Moreover, throughout his work Mastricht manfully opposes one of the strongest opponents of the Reformed faith, the pope of Rome, with his tyranny, his superstition, and his false gospel of human merit, all promoted under the banner of Christianity. This should offer modern ministers no small help as we fight these creeping errors in our day, as Protestants depart with increasing frequency to Rome.
But Mastricht also models for us how to oppose errors that arise from within the Reformed churches themselves. For example, woven into various places of the work is a critique of Cocceianism, a sort of “Reformed dispensationalism” in his day which devalued the Old Testament, arguing that the saints then had incomplete forgiveness and thus defective piety. Most ministers will recognize the relevance of this for our day, in which many even among the Reformed treat the Old Testament more as a foil than as a guide for godliness in the New Testament.
Seocnd, Mastricht will not only help pastors deal with such errors that are obvious to them. His historic Reformed orthodoxy will help by contrast to uncover problems of which even the conservative church of our day is largely unaware. For example, against our American conception of religious liberty, he argues that civil government should establish Christianity and suppress its competitors. Against modern textual criticism, he defends the providential preservation of the church’s Received Text of Scripture. Other such things could be added: he explains that the entire Lord’s Day should be kept holy as the Christian Sabbath, he urges that households practice daily family worship, and so forth.
Mastricht should help many realize, perhaps for the first time, that much labeled “reformation” in the modern church is in a fact a departure from the old paths, the good way of God’s unchanging truth (Jer. 6:16).
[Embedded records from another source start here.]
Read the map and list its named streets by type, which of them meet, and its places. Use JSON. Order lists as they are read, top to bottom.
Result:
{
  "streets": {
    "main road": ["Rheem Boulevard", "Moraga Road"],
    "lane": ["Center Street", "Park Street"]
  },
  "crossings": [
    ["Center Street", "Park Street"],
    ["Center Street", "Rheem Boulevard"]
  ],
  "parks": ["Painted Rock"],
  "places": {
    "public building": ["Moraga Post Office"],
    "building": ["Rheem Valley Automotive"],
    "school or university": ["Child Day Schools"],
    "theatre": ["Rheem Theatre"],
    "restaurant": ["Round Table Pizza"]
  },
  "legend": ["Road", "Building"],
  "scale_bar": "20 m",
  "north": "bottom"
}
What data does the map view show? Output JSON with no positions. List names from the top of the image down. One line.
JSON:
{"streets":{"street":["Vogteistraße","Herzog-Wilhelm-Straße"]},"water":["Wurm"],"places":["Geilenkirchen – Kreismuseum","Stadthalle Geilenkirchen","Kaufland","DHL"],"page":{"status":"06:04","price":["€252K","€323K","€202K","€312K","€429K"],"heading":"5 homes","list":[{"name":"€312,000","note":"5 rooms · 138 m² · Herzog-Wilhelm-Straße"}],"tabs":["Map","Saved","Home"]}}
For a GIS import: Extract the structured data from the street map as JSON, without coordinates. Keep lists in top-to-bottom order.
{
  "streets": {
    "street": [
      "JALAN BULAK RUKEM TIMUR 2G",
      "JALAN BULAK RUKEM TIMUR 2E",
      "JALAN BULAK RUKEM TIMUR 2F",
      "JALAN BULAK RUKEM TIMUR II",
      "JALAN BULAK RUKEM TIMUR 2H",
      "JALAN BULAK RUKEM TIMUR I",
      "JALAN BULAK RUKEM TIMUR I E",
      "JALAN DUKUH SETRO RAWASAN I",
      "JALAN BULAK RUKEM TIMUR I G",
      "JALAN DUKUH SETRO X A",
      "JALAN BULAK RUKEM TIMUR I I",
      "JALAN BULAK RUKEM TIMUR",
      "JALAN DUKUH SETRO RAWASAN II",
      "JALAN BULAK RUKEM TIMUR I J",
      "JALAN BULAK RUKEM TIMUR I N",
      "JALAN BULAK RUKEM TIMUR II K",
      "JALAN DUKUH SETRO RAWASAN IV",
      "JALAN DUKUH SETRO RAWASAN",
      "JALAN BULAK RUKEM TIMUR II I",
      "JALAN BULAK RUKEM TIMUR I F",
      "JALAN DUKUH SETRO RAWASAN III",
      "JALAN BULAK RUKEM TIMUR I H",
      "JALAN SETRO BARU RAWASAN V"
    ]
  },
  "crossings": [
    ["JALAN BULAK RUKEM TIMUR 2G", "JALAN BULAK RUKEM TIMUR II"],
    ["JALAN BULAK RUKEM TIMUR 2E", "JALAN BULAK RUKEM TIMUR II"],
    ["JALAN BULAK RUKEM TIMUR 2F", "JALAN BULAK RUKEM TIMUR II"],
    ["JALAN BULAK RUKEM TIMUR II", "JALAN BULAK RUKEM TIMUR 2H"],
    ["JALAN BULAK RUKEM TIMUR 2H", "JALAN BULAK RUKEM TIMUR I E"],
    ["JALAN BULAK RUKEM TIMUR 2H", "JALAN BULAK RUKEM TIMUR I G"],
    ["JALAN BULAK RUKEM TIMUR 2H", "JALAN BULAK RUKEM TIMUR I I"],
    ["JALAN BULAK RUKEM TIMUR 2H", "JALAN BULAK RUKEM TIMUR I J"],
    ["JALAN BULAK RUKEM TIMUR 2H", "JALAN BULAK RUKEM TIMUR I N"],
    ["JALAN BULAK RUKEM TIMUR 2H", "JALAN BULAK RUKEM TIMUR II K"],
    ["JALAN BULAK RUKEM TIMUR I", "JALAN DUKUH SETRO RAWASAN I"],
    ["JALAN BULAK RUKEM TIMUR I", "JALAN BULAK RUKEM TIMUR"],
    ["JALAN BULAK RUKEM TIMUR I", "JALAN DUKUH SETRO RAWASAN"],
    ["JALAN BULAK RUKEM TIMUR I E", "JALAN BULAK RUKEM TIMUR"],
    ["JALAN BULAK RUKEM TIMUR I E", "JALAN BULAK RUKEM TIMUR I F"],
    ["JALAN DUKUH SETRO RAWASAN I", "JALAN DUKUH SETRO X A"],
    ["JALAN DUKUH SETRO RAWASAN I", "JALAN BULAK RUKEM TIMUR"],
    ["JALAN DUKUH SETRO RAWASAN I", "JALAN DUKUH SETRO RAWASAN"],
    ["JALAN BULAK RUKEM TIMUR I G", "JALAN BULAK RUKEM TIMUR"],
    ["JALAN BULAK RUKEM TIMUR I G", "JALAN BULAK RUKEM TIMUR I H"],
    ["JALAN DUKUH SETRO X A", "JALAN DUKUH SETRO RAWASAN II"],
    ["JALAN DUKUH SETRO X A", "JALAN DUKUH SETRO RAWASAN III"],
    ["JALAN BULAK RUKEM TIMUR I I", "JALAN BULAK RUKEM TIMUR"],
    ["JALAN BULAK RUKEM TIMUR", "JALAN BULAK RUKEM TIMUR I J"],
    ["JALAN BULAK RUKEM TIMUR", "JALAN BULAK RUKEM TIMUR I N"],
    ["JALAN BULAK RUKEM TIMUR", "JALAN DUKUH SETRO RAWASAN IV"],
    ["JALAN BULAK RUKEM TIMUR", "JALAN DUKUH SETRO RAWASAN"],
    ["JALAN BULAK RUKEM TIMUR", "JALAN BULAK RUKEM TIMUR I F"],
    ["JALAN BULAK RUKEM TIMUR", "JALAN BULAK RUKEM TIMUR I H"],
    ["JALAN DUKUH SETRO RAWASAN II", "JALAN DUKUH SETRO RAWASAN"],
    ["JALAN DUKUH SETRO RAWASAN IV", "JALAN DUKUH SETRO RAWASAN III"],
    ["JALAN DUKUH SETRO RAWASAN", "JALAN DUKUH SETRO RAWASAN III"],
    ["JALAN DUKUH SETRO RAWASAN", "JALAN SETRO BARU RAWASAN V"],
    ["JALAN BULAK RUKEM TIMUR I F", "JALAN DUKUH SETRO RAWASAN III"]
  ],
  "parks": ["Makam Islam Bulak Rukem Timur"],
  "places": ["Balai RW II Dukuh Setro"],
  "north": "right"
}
To put it simply, pastors today need robust biblical orthodoxy, and in Mastricht they will find it in abundance.
2. Biblical Balance
Mastricht’s willingness to engage in the aforementioned polemics should not give the impression that controversy made him imbalanced. It was in fact his stated method in controversy to find, between the extremes of error, the golden mean of biblical orthodoxy. And in this too he would give great help to ministers today.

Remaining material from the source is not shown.